*** Opening of Material to process ***
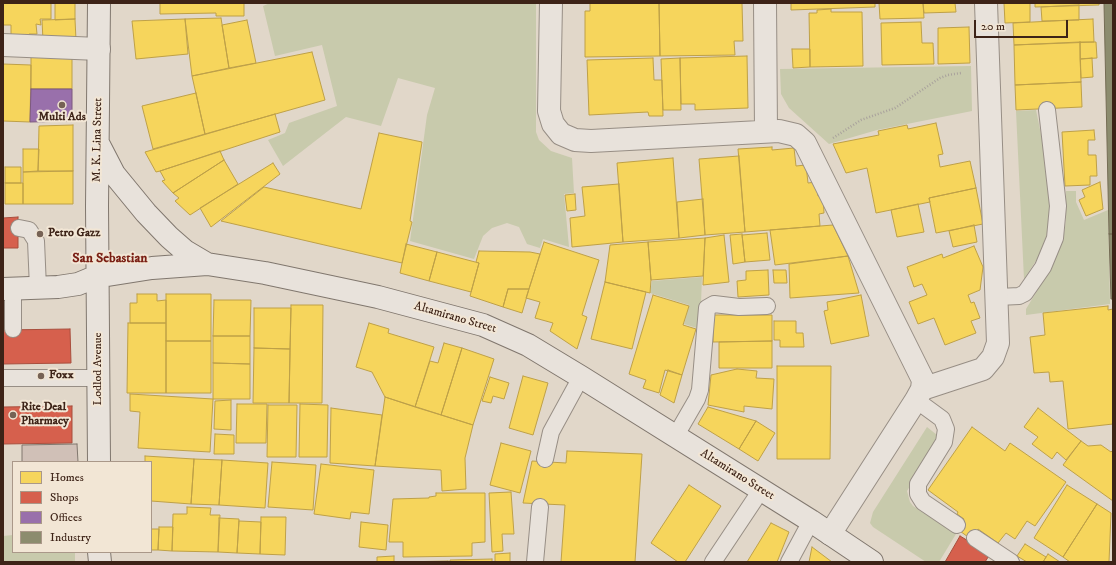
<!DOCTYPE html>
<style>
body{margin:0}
#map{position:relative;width:1116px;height:565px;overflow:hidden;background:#e1d7c9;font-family:"IM FELL DW Pica",serif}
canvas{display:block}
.frame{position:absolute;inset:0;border:4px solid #3d2317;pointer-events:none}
.legend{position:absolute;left:12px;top:461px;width:140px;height:92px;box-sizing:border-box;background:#f2e6d5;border:1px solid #aa9889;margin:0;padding:5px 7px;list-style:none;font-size:12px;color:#3d2317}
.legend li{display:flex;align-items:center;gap:8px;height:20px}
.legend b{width:20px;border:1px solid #aa9889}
.scale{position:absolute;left:974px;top:20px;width:94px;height:18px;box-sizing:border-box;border:2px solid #3d2317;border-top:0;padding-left:5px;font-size:12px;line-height:14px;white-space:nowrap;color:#3d2317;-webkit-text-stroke:3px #f2e6d5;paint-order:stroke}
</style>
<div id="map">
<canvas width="1116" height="565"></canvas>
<div class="frame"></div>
<ul class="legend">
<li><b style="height:11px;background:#f6d55c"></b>Homes</li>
<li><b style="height:11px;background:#d6604d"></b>Shops</li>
<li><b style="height:11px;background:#9970ab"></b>Offices</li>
<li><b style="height:11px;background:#8c8c6e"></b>Industry</li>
</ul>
<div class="scale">20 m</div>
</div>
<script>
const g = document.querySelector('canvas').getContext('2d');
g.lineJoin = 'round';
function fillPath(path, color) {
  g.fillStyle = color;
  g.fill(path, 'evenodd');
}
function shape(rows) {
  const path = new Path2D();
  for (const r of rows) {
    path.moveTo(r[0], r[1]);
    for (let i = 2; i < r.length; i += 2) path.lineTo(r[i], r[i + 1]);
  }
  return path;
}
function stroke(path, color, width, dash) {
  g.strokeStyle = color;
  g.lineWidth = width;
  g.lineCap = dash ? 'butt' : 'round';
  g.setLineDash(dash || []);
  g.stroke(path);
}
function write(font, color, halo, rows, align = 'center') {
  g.font = font + ' "IM FELL DW Pica",serif';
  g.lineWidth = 4;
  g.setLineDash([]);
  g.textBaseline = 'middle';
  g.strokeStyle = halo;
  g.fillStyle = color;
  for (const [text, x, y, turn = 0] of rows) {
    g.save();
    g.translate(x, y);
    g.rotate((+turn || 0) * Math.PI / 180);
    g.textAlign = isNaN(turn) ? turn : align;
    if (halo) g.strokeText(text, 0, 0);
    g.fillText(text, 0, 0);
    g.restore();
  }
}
fillPath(shape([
 [270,3,536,3,536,132,539,140,551,151,572,158,574,193,564,194,569,247,543,239,540,248,527,244,519,227,507,223,492,228,483,236,474,259,410,241,427,115,435,88,398,78,381,126,346,117,283,166,268,140,285,133,289,123,337,106,322,45,275,56,263,6],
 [971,66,972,111,877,130,829,144,789,108,781,94,780,69],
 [1036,110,1042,139,1050,209,1049,229,1039,256,1024,279,1016,111],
 [1066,191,1076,191,1076,202,1084,220,1108,210,1110,304,1026,315,1026,309,1048,273,1064,234,1066,220],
 [702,277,700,329,684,324,689,305,650,293,652,281],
 [927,427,937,435,934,448,907,491,910,502,913,506,956,534,939,562,926,562,873,527,870,523,873,512],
 [13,535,13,552,75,552,75,562,3,562,3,536]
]), '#c8caac');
const homes = shape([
 [3,3,51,3,51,19,40,19,41,25,36,24,37,34,29,34,29,40,11,40,11,25,3,25,3,3],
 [55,3,75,3,75,19,55,20,55,3],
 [160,3,244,3,244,16,216,16,216,13,160,14,160,3],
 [590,3,659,3,660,56,585,57,585,11,590,11,590,3],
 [659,3,742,3,743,41,734,41,735,55,660,56,659,3],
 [791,3,875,3,875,7,791,10,791,3],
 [879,3,923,3,924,18,880,19,879,3],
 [923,3,955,3,956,12,924,13,923,3],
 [1004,3,1030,3,1030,22,1005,23,1004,3],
 [1035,3,1099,3,1099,5,1035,7,1035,3],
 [1079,5,1079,20,1042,21,1041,7,1079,5],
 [831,9,831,12,862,12,863,66,810,67,809,13,817,13,817,10,831,9],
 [221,18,229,68,192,76,185,19,221,18],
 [75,19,76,40,43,41,42,20,75,19],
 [185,19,188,54,136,59,132,21,185,19],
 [1093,19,1094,42,1014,45,1013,23,1093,19],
 [247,20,256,63,229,68,222,25,247,20],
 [921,22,922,43,933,43,934,64,882,65,881,23,921,22],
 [969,27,970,63,938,64,938,28,969,27],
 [1080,42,1096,42,1097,58,1080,59,1080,42],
 [1080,42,1081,82,1015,85,1014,45,1080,42],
 [792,49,810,49,810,67,793,68,792,49],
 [312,52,325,100,205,134,192,76,312,52],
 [72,53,72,89,31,89,31,54,72,53],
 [747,56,748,108,695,110,695,104,681,104,680,58,747,56],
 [653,58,654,80,662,80,663,116,649,116,648,112,589,115,587,60,653,58],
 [680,58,681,110,663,110,661,59,680,58],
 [1092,58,1093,77,1081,78,1080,59,1092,58],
 [3,64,31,65,30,122,3,121,3,64],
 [1081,82,1082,107,1016,110,1015,85,1081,82],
 [196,93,205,134,153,149,142,106,196,93],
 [275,114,280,132,160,171,156,172,145,152,275,114],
 [936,123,943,154,938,155,940,167,970,161,976,188,929,198,930,202,876,213,867,168,846,173,833,144,879,135,878,131,907,125,908,129,936,123],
 [73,125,73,171,38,171,39,126,73,125],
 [1094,130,1095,140,1088,140,1088,155,1096,155,1097,176,1090,176,1090,185,1065,186,1062,132,1094,130],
 [379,133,422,142,410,221,412,222,402,263,221,221,264,187,361,209,379,133],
 [772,147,772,150,794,148,796,166,806,165,808,183,816,182,818,196,823,195,824,213,819,214,820,226,745,232,738,149,772,147],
 [23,149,39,149,38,171,23,172,23,149],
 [220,151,224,160,173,193,162,181,165,180,160,171,220,151],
 [739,156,745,232,705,235,699,159,739,156],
 [673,158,679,238,623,242,617,163,673,158],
 [224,160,238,184,190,215,175,201,179,198,173,193,224,160],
 [273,163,280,174,211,227,200,208,273,163],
 [5,167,21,167,21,183,5,183,5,167],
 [73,171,73,204,23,204,23,172,73,171],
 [1100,182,1103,209,1086,216,1079,200,1085,197,1082,190,1100,182],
 [5,183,23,183,23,204,5,204,5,183],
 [619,184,623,242,572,247,570,218,585,216,582,187,619,184],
 [976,188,983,224,936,233,929,198,976,188],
 [575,194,576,210,567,211,565,195,575,194],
 [703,199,705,235,679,238,677,202,703,199],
 [918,204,924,232,897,237,891,210,918,204],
 [833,225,848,256,775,265,770,230,833,225],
 [974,225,977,242,953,247,949,231,974,225],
 [767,233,770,260,745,262,742,235,767,233],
 [742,234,745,262,733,264,730,235,742,234],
 [724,235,729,282,703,285,705,238,724,235],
 [705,238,703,276,651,280,648,242,705,238],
 [544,242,599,260,582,315,587,317,577,349,550,331,553,323,535,318,540,302,526,298,544,242],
 [648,242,651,280,650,293,605,282,610,245,648,242],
 [406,244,437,252,429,281,400,273,406,244],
 [974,246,983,267,980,290,968,295,971,303,974,302,980,318,971,321,976,333,945,345,934,318,918,324,909,302,927,295,922,284,914,287,907,267,942,254,943,258,974,246],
 [479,251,530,252,540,254,529,289,508,289,503,307,470,296,479,263,476,262,479,251],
 [437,252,479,263,471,292,429,281,437,252],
 [848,256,859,293,790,298,789,264,848,256],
 [768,270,769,295,738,297,737,281,746,280,746,271,768,270],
 [773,270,786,270,787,283,774,283,773,270],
 [605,282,646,292,632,349,591,339,605,282],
 [508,289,529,289,522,313,503,307,508,289],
 [137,294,157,294,157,301,166,300,166,323,130,323,130,303,137,303,137,294],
 [166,294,211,294,211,341,166,341,166,294],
 [653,295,689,306,683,325,696,329,682,375,665,370,659,393,643,388,646,380,629,374,653,295],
 [861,295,869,336,831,344,824,311,828,310,827,302,861,295],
 [214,300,251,300,250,336,213,336,214,300],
 [291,305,323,305,322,403,289,403,291,305],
 [1108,306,1108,310,1113,309,1113,424,1068,429,1063,381,1050,382,1049,372,1034,373,1030,337,1045,335,1043,313,1108,306],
 [254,308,291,308,290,349,254,348,254,308],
 [713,315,772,315,772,341,713,342,713,315],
 [774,321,796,321,796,333,803,333,804,347,780,347,780,340,774,340,774,321],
 [128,323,166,323,166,393,127,393,128,323],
 [369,323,389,329,388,333,434,347,415,407,385,397,372,372,356,367,369,323],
 [213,336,250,336,250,364,213,363,213,336],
 [166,341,211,341,211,393,166,393,166,341],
 [772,341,772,368,719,368,719,342,772,341],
 [444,343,462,348,441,415,415,407,430,361,438,363,444,343],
 [254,348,290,349,289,403,253,403,254,348],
 [462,348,494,359,473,425,441,415,462,348],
 [213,363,250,364,250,399,213,399,213,363],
 [777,366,831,366,830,459,777,459,777,366],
 [737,369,757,371,756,378,774,379,772,409,744,406,744,412,708,405,711,375,737,369],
 [668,370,682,375,674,403,660,395,668,370],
 [523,376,548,383,533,435,509,428,523,376],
 [490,377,509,383,504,399,493,396,491,403,482,401,490,377],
 [130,394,213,399,210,452,138,448,140,412,130,411,130,394],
 [385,397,473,425,465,458,466,489,442,491,441,470,375,466,385,397],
 [231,400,231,430,214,429,215,401,231,400],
 [237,404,267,404,266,443,236,443,237,404],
 [300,404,328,405,327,457,299,457,300,404],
 [268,405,297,405,296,457,267,457,268,405],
 [708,407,756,421,739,449,698,424,708,407],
 [331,408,382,415,375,466,330,463,331,408],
 [1038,408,1081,441,1066,460,1057,452,1052,459,1032,444,1038,437,1024,427,1038,408],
 [756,421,775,433,758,461,739,449,756,421],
 [972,427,1005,451,1010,443,1066,482,1035,526,1027,521,1015,539,1006,533,998,543,978,529,971,539,957,529,964,519,957,514,958,512,928,490,972,427],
 [215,434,234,435,234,454,214,454,215,434],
 [1081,441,1088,446,1101,445,1111,452,1113,450,1113,501,1063,465,1081,441],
 [501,443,531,451,520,493,490,485,501,443],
 [567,451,642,454,635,562,561,562,565,505,523,503,532,461,566,463,567,451],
 [145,456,194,459,191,504,151,501,151,462,145,462,145,456],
 [194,459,222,460,219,505,191,504,194,459],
 [222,460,268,463,265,508,219,505,222,460],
 [272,462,316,465,313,510,268,507,272,462],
 [321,464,374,470,369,514,351,512,350,519,314,514,321,464],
 [689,485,721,506,685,562,678,562,651,543,689,485],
 [1067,485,1097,504,1063,557,1034,538,1067,485],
 [511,492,514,534,502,534,503,551,492,552,489,493,511,492],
 [436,493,485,493,485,542,472,543,472,556,403,557,403,542,389,542,393,499,429,498,429,497,436,496,436,493],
 [1097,504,1111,513,1109,562,1070,562,1063,557,1097,504],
 [187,507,211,508,210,515,220,515,218,552,172,551,173,514,187,514,187,507],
 [261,517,286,517,285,555,260,554,261,517],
 [219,518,239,519,237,553,218,552,219,518],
 [239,521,261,522,260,554,237,553,239,521],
 [361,522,388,525,386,550,359,547,361,522],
 [771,523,789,532,777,562,747,562,771,523],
 [159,527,173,527,172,551,158,550,159,527],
 [151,529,159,529,158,550,151,550,151,529],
 [1025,544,1046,557,1043,562,1027,562,1017,556,1025,544],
 [812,547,832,562,809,562,812,547],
 [510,553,510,562,495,562,495,554,510,553],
 [1048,554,1060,562,1043,562,1048,554],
 [394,556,394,562,377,562,377,557,394,556],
 [492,559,492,562,450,562,450,560,492,559],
 [448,561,448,562,400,562,448,561]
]);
fillPath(homes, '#f6d55c');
stroke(homes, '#bea047', 1);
const shops = shape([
 [18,217,18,248,3,248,3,218,18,217],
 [70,329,71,363,3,364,3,330,70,329],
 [72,406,72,443,3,444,3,407,72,406],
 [960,536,990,554,985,562,945,562,960,536]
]);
fillPath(shops, '#d6604d');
stroke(shops, '#a84e3d', 1);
const offices = shape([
 [31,89,72,89,72,121,30,122,31,89]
]);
fillPath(offices, '#9970ab');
stroke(offices, '#7d597f', 1);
const industry = shape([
 [1104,3,1113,3,1113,234,1109,234,1104,3],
 [1109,234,1113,234,1113,299,1111,299,1109,234]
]);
fillPath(industry, '#8c8c6e');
stroke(industry, '#746c54', 1);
const building = shape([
 [77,444,78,462,22,462,22,445,77,444]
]);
fillPath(building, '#d0c0b7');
stroke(building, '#80776e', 1);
const service = shape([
 [19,228,29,230,36,241,38,288],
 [998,297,1019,296,1025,293,1043,267,1055,238,1058,206,1047,110],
 [13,329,13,289],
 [3,378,99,378],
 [916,400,942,419,946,429,944,442,918,484,918,494,923,502,957,525],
 [675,437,697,399,700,390,707,308,714,304,739,307,767,306],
 [545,459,551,432,581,377],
 [975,538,1011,562],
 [535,562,540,507],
 [713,562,761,490],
 [789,562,811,521]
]);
const minor = shape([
 [551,3,549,111,553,124,561,134,575,140,591,141,779,131,796,135,805,143,923,380,922,389,916,400,830,534],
 [765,3,766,131],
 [3,45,99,49],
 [922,389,983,369,993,357,998,343,986,3]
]);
const secondary = shape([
 [99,145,114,174,146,213,169,237,185,251,207,264],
 [3,289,58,287,78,284,95,277,152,268,207,264,265,273,378,297,483,325,528,345,581,377,811,521,872,562],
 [99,462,97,206,99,3],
 [99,552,100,562]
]);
stroke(service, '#978e85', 18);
stroke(minor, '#978e85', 24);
stroke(secondary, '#80776e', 24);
stroke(shape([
 [833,138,861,120,895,108,940,78,948,75,961,73]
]), '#a9a29c', 2.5, [1, 2]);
stroke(service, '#e8e2db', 16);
stroke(minor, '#e8e2db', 22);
stroke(secondary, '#e8e2db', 22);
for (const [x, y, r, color] of [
 [62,105,4,"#766255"],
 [40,234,4,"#766255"],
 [41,376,4,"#766255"],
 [13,415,4,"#766255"]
]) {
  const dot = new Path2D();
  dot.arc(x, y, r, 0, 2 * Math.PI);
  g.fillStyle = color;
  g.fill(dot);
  stroke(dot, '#f2e6d5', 1.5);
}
write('bold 12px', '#3d2317', '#f2e6d5', [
 ["Multi Ads",62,118,"center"],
 ["Petro Gazz",48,234],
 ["Foxx",49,376],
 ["Rite Deal",21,408],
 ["Pharmacy",21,422]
], 'left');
write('12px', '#3d2317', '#f2e6d5', [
 ["M. K. Lina Street",98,140,-89],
 ["Altamirano Street",455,318,16],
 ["Lodlod Avenue",99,369,-90],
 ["Altamirano Street",737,475,32]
]);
write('bold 14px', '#7a1f14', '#f2e6d5', [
 ["San Sebastian",110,259]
]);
</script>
*** Close of Material to process ***
Task requirements
Whenever a line of the entries contains the string "canvas", copy that line.

Reply
canvas{display:block}
<canvas width="1116" height="565"></canvas>
const g = document.querySelector('canvas').getContext('2d');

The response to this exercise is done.